The complaint also mentions an incident that occurred nearly 13 years ago when current City Attorney Ron Galstad fired Wagner from his private law office.

Wagner's complaint said that, in 2017, the Equal Employment Opportunity Commission completed an investigation on her situation and found "reasonable cause" to believe the city discriminated against Wagner for her disability. East Grand Forks denied this accusation in an official answer to Wagner's complaint the city filed in November.

"I think the way I would phrase it is that the EEOC's decision is not controlling," said Jana O'Leary Sullivan, a League of Minnesota Cities attorney representing East Grand Forks. "The EEOC doesn't take sworn testimony or things like that, so sometimes it's of limited value."

The Herald was unable to immediately obtain documents related to the EEOC investigation.
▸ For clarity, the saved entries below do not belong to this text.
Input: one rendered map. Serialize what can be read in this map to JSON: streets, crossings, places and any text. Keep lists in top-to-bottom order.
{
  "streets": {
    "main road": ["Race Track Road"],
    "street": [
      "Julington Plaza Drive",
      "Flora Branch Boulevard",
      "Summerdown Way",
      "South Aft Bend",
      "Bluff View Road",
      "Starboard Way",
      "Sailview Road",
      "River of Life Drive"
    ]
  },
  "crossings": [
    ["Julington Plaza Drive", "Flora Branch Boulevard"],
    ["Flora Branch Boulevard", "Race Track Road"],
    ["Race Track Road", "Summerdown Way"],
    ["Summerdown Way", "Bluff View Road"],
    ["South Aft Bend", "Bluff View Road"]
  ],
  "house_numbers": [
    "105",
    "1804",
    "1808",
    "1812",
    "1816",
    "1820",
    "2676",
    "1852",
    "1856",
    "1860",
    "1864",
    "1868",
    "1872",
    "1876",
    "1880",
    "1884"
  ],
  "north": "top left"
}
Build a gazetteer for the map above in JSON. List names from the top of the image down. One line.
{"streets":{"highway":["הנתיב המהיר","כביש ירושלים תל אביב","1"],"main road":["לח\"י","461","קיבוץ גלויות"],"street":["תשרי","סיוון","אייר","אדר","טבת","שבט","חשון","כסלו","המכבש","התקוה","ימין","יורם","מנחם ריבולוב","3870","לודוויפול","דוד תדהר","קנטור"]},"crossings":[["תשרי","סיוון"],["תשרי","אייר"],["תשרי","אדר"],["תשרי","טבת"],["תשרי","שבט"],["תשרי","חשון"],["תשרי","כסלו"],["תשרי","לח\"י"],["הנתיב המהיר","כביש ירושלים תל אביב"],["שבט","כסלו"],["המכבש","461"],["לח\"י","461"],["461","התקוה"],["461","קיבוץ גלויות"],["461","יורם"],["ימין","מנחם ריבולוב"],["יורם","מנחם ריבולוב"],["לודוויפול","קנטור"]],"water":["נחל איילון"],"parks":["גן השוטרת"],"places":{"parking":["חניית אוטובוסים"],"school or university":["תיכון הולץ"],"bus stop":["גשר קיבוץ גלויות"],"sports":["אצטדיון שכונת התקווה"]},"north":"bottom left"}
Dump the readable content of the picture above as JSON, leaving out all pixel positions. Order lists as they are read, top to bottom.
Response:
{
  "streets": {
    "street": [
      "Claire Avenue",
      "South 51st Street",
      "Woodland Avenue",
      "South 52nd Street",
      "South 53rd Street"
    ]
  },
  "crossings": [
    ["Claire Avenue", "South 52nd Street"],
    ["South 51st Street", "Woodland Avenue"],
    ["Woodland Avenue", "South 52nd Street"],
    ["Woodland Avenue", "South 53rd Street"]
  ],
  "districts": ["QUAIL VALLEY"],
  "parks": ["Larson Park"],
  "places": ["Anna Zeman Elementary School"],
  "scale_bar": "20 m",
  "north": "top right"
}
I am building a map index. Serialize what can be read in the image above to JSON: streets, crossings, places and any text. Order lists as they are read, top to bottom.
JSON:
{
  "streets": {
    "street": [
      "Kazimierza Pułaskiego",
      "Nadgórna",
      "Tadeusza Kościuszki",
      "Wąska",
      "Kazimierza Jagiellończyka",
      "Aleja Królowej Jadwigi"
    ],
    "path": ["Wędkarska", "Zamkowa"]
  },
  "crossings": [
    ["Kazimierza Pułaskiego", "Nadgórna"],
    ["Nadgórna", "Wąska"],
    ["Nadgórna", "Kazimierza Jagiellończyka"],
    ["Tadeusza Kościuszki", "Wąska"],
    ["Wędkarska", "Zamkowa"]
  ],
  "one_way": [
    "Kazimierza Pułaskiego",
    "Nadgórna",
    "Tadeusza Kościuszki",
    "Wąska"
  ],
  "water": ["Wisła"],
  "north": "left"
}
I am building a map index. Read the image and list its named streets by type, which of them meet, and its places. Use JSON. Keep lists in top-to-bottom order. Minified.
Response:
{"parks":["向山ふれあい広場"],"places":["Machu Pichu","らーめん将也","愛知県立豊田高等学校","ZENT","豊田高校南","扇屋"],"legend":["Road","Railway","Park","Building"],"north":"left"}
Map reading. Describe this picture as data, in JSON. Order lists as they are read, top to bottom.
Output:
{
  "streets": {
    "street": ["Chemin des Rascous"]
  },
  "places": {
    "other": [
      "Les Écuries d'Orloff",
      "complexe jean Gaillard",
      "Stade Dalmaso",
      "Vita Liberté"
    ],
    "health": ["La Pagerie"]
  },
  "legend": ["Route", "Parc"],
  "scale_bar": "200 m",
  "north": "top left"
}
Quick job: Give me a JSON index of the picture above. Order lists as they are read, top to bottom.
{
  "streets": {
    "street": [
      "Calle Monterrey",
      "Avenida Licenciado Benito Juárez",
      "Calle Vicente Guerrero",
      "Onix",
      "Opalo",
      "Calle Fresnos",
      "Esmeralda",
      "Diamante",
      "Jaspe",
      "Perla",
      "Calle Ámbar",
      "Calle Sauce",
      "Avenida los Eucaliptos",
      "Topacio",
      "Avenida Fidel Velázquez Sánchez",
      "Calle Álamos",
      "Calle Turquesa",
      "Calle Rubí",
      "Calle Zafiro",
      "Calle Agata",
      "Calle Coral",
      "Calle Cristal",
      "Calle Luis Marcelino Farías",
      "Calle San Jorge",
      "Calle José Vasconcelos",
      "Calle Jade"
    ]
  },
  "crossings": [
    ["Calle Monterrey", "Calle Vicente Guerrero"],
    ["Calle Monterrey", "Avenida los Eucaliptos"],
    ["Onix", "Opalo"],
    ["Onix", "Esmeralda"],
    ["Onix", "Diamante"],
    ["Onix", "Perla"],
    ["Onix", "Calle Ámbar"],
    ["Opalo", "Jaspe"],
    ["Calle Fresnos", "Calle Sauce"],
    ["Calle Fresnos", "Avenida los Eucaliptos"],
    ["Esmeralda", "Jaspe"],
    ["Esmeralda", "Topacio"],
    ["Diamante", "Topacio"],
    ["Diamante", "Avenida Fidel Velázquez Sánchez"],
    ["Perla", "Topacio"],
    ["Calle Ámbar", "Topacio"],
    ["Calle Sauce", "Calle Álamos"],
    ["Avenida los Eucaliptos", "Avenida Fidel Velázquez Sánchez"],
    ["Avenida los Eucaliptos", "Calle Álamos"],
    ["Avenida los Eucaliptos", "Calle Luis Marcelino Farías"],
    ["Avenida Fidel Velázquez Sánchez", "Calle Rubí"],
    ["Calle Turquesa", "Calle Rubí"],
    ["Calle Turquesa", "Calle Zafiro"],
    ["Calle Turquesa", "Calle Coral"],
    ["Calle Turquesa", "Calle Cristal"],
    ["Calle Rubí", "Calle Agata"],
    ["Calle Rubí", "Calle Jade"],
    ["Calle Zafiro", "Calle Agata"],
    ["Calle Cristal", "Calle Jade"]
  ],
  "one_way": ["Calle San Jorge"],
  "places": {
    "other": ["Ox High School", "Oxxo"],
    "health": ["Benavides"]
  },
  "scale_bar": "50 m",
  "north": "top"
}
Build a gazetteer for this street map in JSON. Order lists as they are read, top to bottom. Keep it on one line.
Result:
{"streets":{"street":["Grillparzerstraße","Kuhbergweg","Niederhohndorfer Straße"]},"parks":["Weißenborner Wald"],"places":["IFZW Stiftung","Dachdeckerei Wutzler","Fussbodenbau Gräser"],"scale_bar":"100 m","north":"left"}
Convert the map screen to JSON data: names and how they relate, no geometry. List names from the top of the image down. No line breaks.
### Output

Attorneys for Wagner declined to comment despite multiple requests from the Herald.

Wagner had been working in a Grand Forks law office for Pearson, Christensen, Fischer, Fiedler, Clapp and Jensen for about eight years when one of her colleagues, Jay H. Fiedler, died in 2004.

"His death had a great emotional effect on Wagner," her complaint said.

Wagner was friends with Galstad, who has been the East Grand Forks city attorney since 2002, for 15 years before she began working for him in 2006, according to her complaint.

Galstad fired Wagner about six months after she joined his office because of her "frequent absences," the complaint said, "caused by Wagner's depression and anxiety, of which Galstad knew."

Also, according to Wagner's complaint, Galstad fired Wagner a day before the anniversary of Fiedler's death, causing Wagner emotional distress.

The city of East Grand Forks neither denied nor confirmed any of Wagner's account, due to a lack of sufficient knowledge. Galstad declined to comment.

A decade later, Wagner completed the East Grand Forks Civil Service Exam. Her complaint said she received the second-highest score. Records obtained by the Herald show she actually ranked third among 20 other applicants, having scored roughly 82 percent.

Wagner later interviewed with the city for the position of secretary, dispatcher and jailer, and she was offered a job on the condition nothing negative came up in her background check.

"A conditional offer does not mean that someone has been hired," said Sullivan. "Because it really is conditional on them passing the additional requirements that must come after that."

The position was temporary, Chief Hedlund told the East Grand Forks City Council during a work session on Nov. 8, 2016, but it was likely the position would become permanent.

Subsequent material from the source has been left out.